- Classification: Protestant
- Theology: Reformed
- Polity: Presbyterian
- Associations: World Communion of Reformed Churches, Evangelical Fellowship of Zambia, Council of Churches in Zambia, Bible Society in Zambia, Theological Education by Extension in Zambia
- Region: Zambia
- Origin: 1984 Zambia
- Congregations: 67
- Members: 65,000
- Ministers: 58 plus 9 evangelists

= Church of Central Africa Presbyterian – Synod of Zambia =

Synod of the Church of Central Africa Presbyterian

The Synod of Zambia is one of the five synods of the Church of Central Africa Presbyterian.

== History ==
The Zambia Synod was the work of the Church of Central Africa Presbyterian – Synod of Livingstonia.
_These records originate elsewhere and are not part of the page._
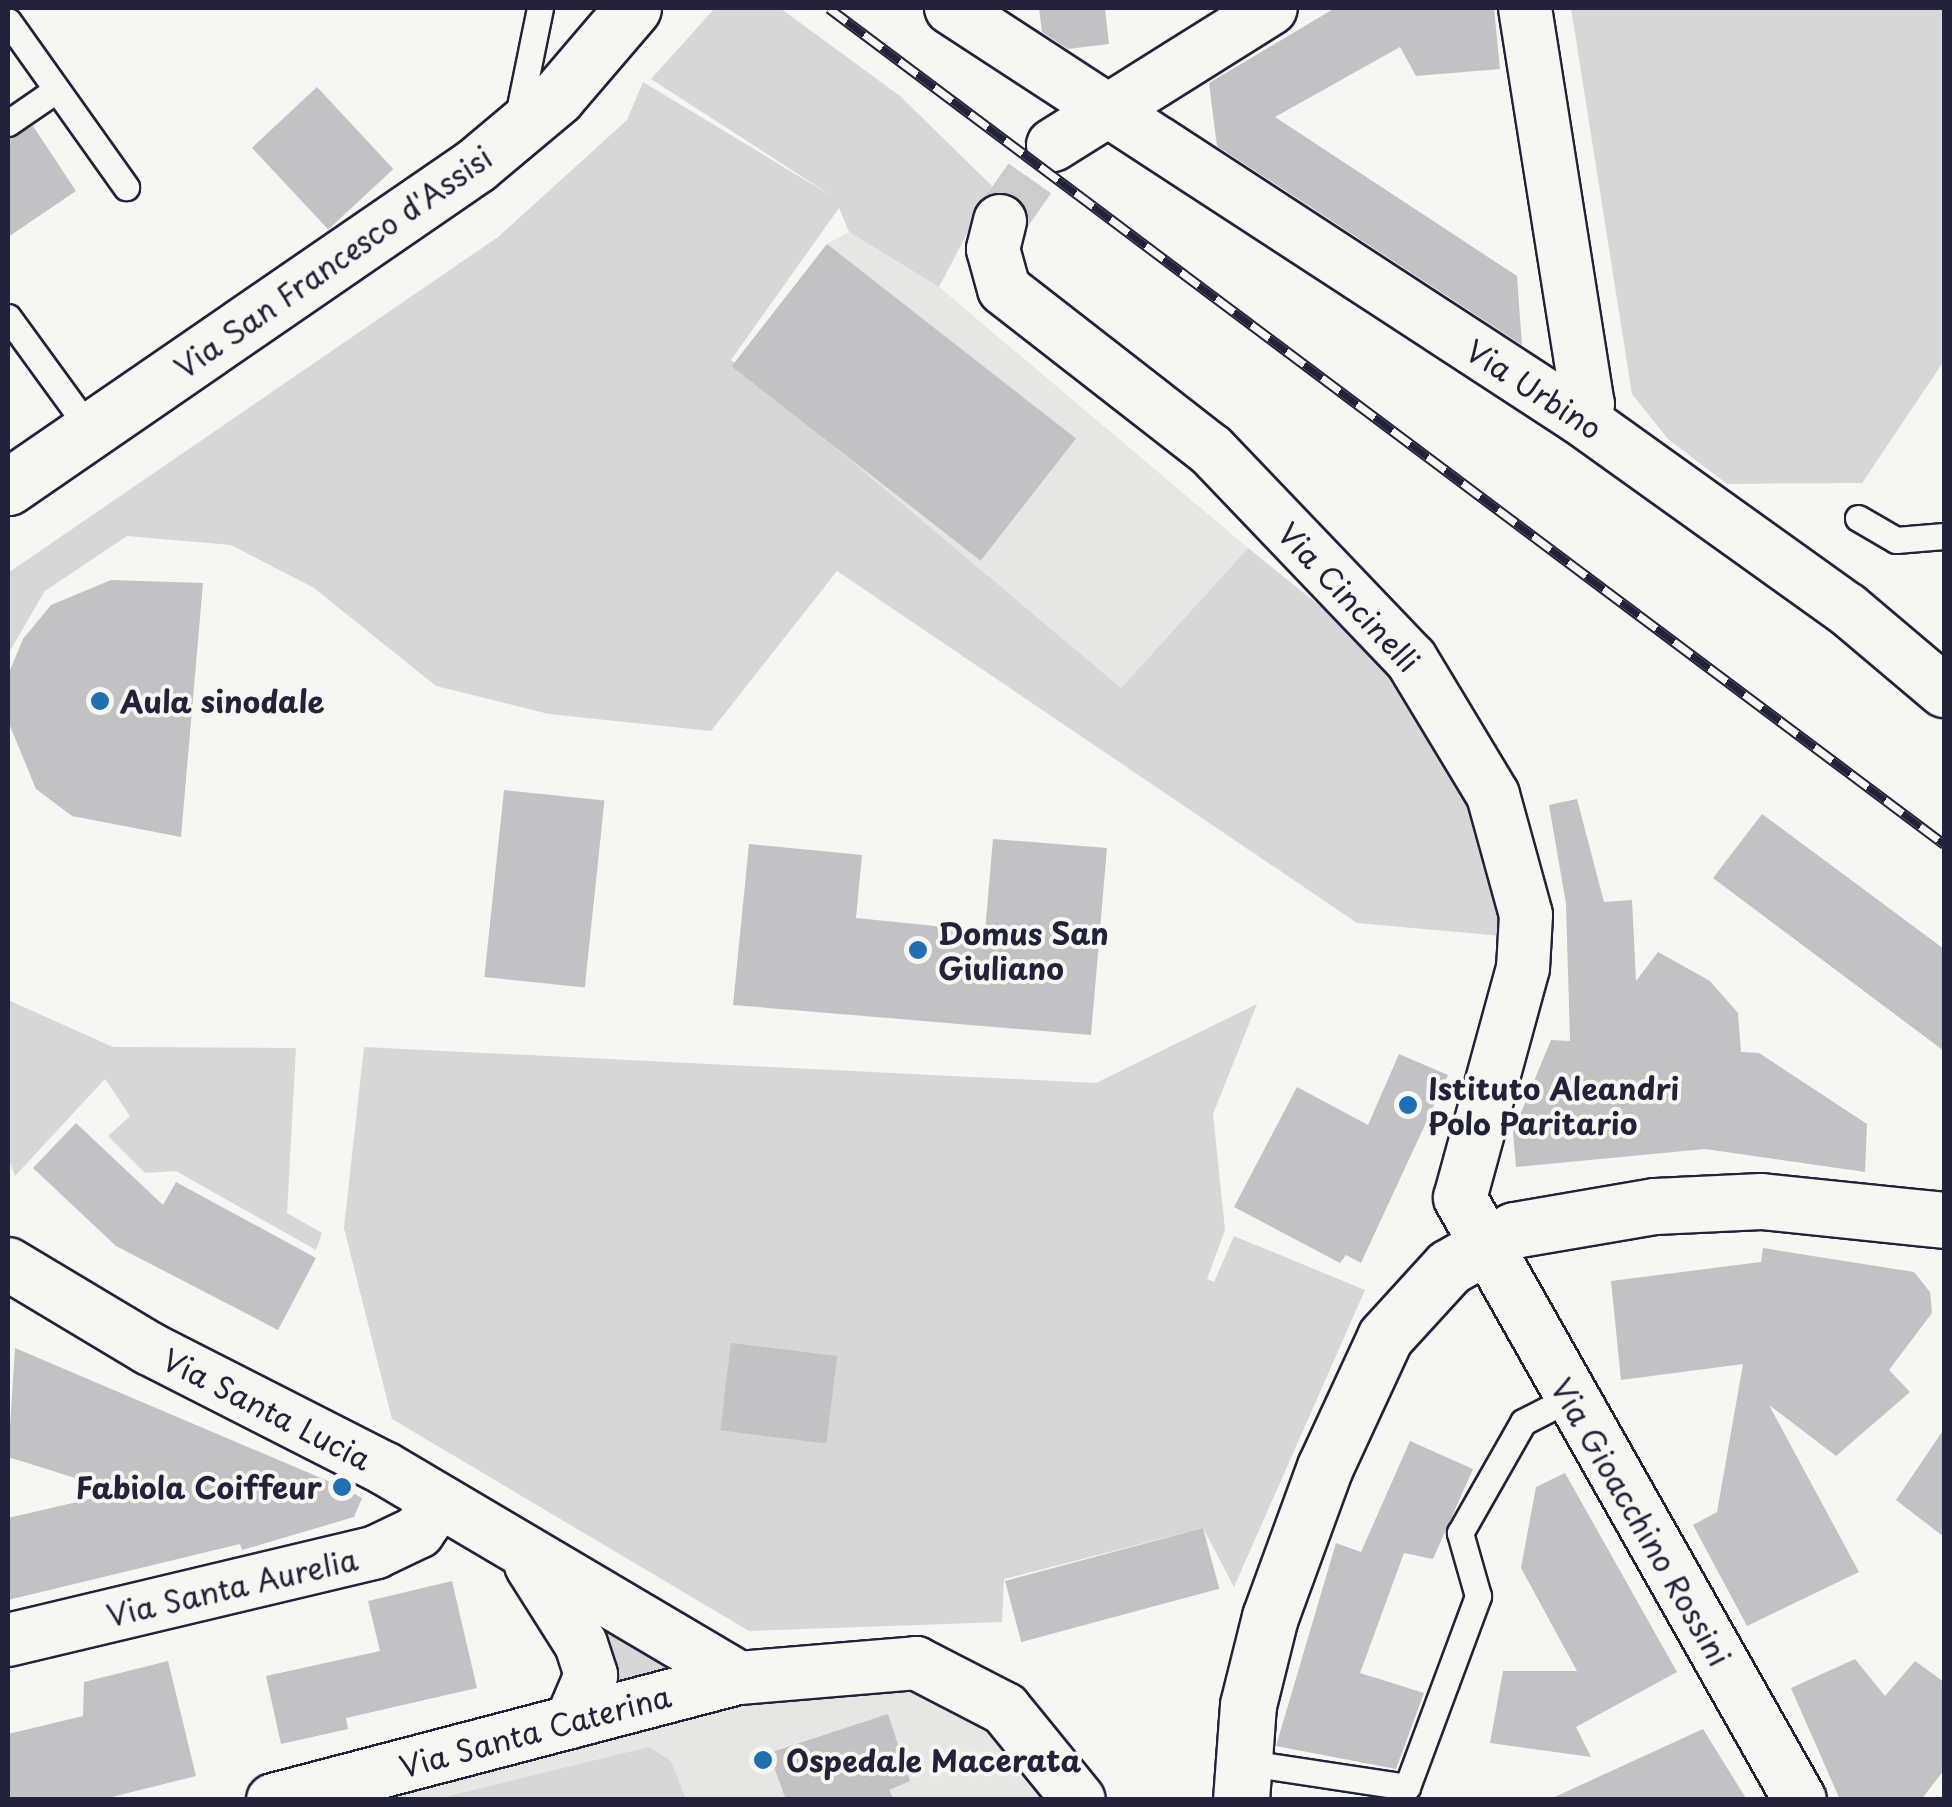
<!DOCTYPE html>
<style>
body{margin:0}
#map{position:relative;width:1952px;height:1807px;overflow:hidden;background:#f6f6f2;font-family:"Playpen Sans",sans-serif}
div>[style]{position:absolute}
.built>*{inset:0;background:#e6e6e4}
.green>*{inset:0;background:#d7d7d7}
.building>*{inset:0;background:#c2c2c4;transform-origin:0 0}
.minor-tunnel>*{height:52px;margin-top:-26px;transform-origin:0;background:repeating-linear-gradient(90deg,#cccccd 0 52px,transparent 0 78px)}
.roads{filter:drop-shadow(2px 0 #22223b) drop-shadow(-2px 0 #22223b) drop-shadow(0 2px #22223b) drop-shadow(0 -2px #22223b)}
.service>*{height:25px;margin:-12.5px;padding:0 12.5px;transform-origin:12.5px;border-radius:12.5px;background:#f6f6f2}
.minor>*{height:52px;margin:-26px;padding:0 26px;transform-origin:26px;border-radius:26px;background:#f6f6f2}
.secondary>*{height:55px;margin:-27.5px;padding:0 27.5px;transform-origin:27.5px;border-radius:27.5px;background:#f6f6f2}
.primary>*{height:55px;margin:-27.5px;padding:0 27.5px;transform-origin:27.5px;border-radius:27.5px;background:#f6f6f2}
.rail>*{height:11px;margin-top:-5.5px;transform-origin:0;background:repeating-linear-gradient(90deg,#f6f6f2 0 22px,#22223b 0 44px);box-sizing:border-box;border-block:2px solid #22223b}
.dots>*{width:28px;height:28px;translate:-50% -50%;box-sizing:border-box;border:5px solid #f6f6f2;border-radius:50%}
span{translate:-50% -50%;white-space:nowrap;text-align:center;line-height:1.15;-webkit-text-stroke:8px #f6f6f2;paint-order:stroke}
.street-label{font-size:30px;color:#22223b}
.poi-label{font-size:30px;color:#22223b;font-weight:700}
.left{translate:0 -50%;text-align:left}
.right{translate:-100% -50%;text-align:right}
.frame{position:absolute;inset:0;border:10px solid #22223b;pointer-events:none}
</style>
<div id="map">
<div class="built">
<div style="clip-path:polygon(849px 232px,939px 287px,1248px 548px,1121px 688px,732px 367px,827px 244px)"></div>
<div style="clip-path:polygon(893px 1681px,954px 1696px,1060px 1800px,340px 1800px,800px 1685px)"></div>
</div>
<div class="green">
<div style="clip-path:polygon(715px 8px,780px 8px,900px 96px,992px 186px,939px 287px,849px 232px,839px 208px,731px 360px,1121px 688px,1248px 548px,1377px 652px,1489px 836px,1502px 936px,1357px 923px,837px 571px,711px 731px,549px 714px,436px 686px,314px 588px,231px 545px,127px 536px,45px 591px,8px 654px,8px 573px,498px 237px,627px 120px,643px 82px,835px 198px,651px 79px)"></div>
<div style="clip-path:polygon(1571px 8px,1944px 8px,1944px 361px,1862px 483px,1727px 484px,1668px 439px,1632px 394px)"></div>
<div style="clip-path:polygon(8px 1000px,113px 1047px,296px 1048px,287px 1213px,322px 1233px,316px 1250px,176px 1171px,145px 1173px,108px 1136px,130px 1116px,105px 1079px,15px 1176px,8px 1157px)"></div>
<div style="clip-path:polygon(1257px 1004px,1213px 1114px,1225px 1230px,1207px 1279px,1214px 1282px,1234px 1236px,1365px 1290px,1234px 1587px,1203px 1528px,1004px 1579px,1002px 1622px,749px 1631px,392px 1419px,344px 1228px,364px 1047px,1096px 1083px)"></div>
<div style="clip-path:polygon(605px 1624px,679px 1668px,616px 1682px)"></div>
<div style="clip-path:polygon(649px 1747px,671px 1761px,686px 1799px,436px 1799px)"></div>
</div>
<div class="building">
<div style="clip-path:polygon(1039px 8px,1105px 8px,1109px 44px,1068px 49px,1042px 32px)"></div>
<div style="clip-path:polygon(1335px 8px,1494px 8px,1500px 69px,1416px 76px,1400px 47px,1275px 117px,1517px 276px,1522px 345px,1217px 146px,1209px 83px)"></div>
<div style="left:317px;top:87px;width:112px;height:89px;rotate:47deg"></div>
<div style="clip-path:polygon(33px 126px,76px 191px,8px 237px,8px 139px)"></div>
<div style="left:827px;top:244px;width:316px;height:155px;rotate:38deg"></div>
<div style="clip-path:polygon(111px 580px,203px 583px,181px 837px,72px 816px,36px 789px,8px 721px,8px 675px,23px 639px,51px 605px)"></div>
<div style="left:504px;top:790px;width:101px;height:188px;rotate:6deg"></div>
<div style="clip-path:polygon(1577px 799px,1604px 902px,1632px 900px,1636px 981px,1658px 952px,1710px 981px,1738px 1013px,1741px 1052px,1759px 1053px,1867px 1124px,1865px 1172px,1705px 1149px,1516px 1167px,1513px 1132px,1551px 1040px,1570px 1041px,1566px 904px,1549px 805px)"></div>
<div style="clip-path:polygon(1762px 814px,1944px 949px,1944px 1051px,1713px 878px)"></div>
<div style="clip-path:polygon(993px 839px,1107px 848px,1091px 1035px,733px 1005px,749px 844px,862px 855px,856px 918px,985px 931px)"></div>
<div style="clip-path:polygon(1399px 1054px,1448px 1075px,1361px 1263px,1346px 1255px,1340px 1263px,1234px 1207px,1297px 1087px,1368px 1125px)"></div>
<div style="clip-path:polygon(76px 1123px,163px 1205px,176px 1182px,316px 1258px,278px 1330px,116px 1246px,33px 1168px)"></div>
<div style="clip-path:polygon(1763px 1248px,1914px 1272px,1930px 1292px,1932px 1313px,1889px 1370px,1910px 1392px,1836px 1456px,1769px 1405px,1859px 1572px,1747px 1626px,1693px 1525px,1717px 1512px,1743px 1364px,1621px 1380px,1611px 1281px,1761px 1262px)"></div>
<div style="left:731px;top:1343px;width:107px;height:88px;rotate:7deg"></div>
<div style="clip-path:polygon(15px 1348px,342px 1487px,362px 1498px,354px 1517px,242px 1550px,240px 1544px,8px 1600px,8px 1518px,120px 1492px,8px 1457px)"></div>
<div style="clip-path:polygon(1944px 1429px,1944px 1537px,1896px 1500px)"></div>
<div style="clip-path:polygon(1410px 1441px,1473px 1469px,1433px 1559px,1404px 1553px,1360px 1673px,1424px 1693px,1396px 1769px,1276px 1746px,1336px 1543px,1361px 1552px)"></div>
<div style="clip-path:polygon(1565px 1473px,1677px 1672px,1576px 1727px,1591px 1757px,1490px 1743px,1503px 1671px,1577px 1671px,1521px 1568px,1536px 1487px)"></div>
<div style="left:1203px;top:1528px;width:63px;height:205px;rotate:75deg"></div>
<div style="clip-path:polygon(452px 1581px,477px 1688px,346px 1718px,348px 1729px,281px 1744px,266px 1676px,380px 1651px,368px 1601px)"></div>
<div style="clip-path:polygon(1855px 1659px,1885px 1696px,1915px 1661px,1944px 1682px,1944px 1770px,1921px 1800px,1840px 1800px,1791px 1688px)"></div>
<div style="clip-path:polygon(168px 1661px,196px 1776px,100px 1800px,8px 1800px,8px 1734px,83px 1716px,84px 1682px)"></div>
<div style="clip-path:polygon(888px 1714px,910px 1781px,889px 1790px,894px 1800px,786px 1800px,769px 1753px)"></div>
<div style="clip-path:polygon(1703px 1729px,1747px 1800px,1548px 1800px)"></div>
</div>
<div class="minor-tunnel">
<div style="left:1000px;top:221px;width:93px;rotate:-55.1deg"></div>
</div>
<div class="roads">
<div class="service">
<div style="left:8px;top:21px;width:204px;rotate:54.6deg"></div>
<div style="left:517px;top:121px;width:115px;rotate:-78.5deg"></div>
<div style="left:8px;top:123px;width:58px;rotate:-34.5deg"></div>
<div style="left:8px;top:317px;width:140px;rotate:54deg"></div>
<div style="left:1858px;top:518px;width:44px;rotate:30.1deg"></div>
<div style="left:1896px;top:540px;width:48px;rotate:-4.8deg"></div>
<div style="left:1242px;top:1762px;width:167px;rotate:8.6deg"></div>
<div style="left:1407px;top:1787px;width:204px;rotate:-69.6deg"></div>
<div style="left:1478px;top:1596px;width:66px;rotate:-105.9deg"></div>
<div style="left:1460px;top:1533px;width:128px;rotate:-60.4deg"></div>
<div style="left:1523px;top:1422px;width:53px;rotate:-27.1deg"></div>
</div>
<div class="minor">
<div style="left:951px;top:8px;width:751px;rotate:33.1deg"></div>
<div style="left:1580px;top:418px;width:328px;rotate:35.6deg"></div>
<div style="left:1847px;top:609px;width:127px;rotate:40.2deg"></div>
<div style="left:1525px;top:8px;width:401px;rotate:81deg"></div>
<div style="left:1588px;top:404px;width:16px;rotate:120deg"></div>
<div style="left:1053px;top:145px;width:257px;rotate:-32.1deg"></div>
<div style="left:1000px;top:221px;width:29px;rotate:104deg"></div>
<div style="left:993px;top:249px;width:41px;rotate:74.6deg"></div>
<div style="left:1004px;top:289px;width:262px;rotate:37.9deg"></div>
<div style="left:1211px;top:450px;width:289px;rotate:46.3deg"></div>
<div style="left:1411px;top:659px;width:159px;rotate:58.9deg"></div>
<div style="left:1493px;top:795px;width:124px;rotate:74.6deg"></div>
<div style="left:1526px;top:915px;width:53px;rotate:93.2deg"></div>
<div style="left:1523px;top:968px;width:238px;rotate:105.3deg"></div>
<div style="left:1460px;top:1198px;width:691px;rotate:60.54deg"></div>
<div style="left:8px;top:1264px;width:165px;rotate:30.9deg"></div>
<div style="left:150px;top:1349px;width:263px;rotate:27deg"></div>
<div style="left:384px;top:1468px;width:412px;rotate:30.6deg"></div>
<div style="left:531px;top:1565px;width:93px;rotate:57.7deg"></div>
<div style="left:581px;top:1644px;width:33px;rotate:72deg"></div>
<div style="left:591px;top:1675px;width:51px;rotate:113.1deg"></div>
<div style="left:8px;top:1640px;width:378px;rotate:-13.4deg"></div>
<div style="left:376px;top:1552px;width:47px;rotate:-25.5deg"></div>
<div style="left:418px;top:1532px;width:35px;rotate:-55deg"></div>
<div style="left:273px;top:1800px;width:482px;rotate:-14.7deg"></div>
<div style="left:739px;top:1678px;width:178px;rotate:-4.8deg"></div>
<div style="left:916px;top:1663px;width:100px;rotate:27.3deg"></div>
<div style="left:1005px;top:1709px;width:117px;rotate:50.9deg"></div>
</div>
<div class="secondary">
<div style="left:1241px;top:1800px;width:95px;rotate:-85.8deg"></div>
<div style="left:1248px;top:1705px;width:91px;rotate:-76deg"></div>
<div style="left:1270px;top:1617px;width:160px;rotate:-69.9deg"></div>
<div style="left:1325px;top:1467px;width:143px;rotate:-65.2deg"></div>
<div style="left:1385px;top:1337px;width:95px;rotate:-47.6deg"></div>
<div style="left:1449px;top:1267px;width:75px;rotate:-29.6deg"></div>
<div style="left:1514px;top:1230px;width:143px;rotate:-9.7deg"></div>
<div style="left:1655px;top:1206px;width:106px;rotate:-2.7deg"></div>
<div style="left:1761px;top:1201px;width:184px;rotate:5.9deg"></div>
</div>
<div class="primary">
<div style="left:8px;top:487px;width:568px;rotate:-34.53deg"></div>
<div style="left:476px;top:165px;width:106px;rotate:-40deg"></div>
<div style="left:557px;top:97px;width:117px;rotate:-49.5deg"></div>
</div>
</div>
<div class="rail">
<div style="left:829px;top:8px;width:1394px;rotate:36.86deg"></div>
</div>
<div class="dots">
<div style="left:100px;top:701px;background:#1f6fb2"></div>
<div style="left:918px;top:950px;background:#1f6fb2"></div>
<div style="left:1408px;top:1105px;background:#1f6fb2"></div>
<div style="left:342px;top:1487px;background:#1f6fb2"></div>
<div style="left:763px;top:1760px;background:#1f6fb2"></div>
</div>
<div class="street-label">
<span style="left:333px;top:262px;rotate:-35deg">Via San Francesco d'Assisi</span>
<span style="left:1534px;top:389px;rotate:33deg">Via Urbino</span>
<span style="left:1349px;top:597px;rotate:47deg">Via Cincinelli</span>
<span style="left:267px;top:1409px;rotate:27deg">Via Santa Lucia</span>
<span style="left:1641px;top:1522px;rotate:60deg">Via Gioacchino Rossini</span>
<span style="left:232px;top:1587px;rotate:-13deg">Via Santa Aurelia</span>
<span style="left:535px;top:1731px;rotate:-15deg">Via Santa Caterina</span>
</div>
<div class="poi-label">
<span class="left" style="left:120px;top:701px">Aula sinodale</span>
<span class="left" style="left:938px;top:950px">Domus San<br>Giuliano</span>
<span class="left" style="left:1428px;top:1105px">Istituto Aleandri<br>Polo Paritario</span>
<span class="right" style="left:322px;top:1487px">Fabiola Coiffeur</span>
<span class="left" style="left:786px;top:1760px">Ospedale Macerata</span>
</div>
<div class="frame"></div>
</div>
Those mission stations and surrounding Christian communities become part of the United Church in Central Africa in Rhodesia later the United Church in Zambia. However, congregations around Lundazi were cut off from the United Church in Zambia and they developed a separate church life, linked with the CCAP Synod of Livingstonia. The first Presbytery in Zambia was formed in 1899. This was composed of all of the mission stations and congregations established in northern Zambia. When the Synod was constituted in 1984, it was composed of 2 Presbyteries, 16 congregations and 4 ordained ministers. This group spread rapidly. According to the church's statistics as of August, 2010, the Zambia Synod had 67 congregations in 11 presbyteries and more than 65,000 members served by 58 ordained ministers and 8 evangelists. That means 1250 member per pastor, who serve the growing number of congregations. The Synod relocated in 2010 from Eastern Zambia to Lusaka.

== Theology ==
The official confessions are the Westminster Confession of Faith and the Belgic Confession, the Heidelberg Catechism, the Canons of Dort and the CCAP Confession of Faith adopted in 1924. The Synod has close relations with the Uniting Presbyterian Church in Southern Africa, the United Church in Zambia and the Reformed Church in Zambia.

It is a member of the World Communion of Reformed Churches, the Evangelical Fellowship in Zambia and the Bible Society of Zambia.

The center of the church is in Lusaka, Zambia. It maintains the Chasefu Theological College, located in the Lundazi District.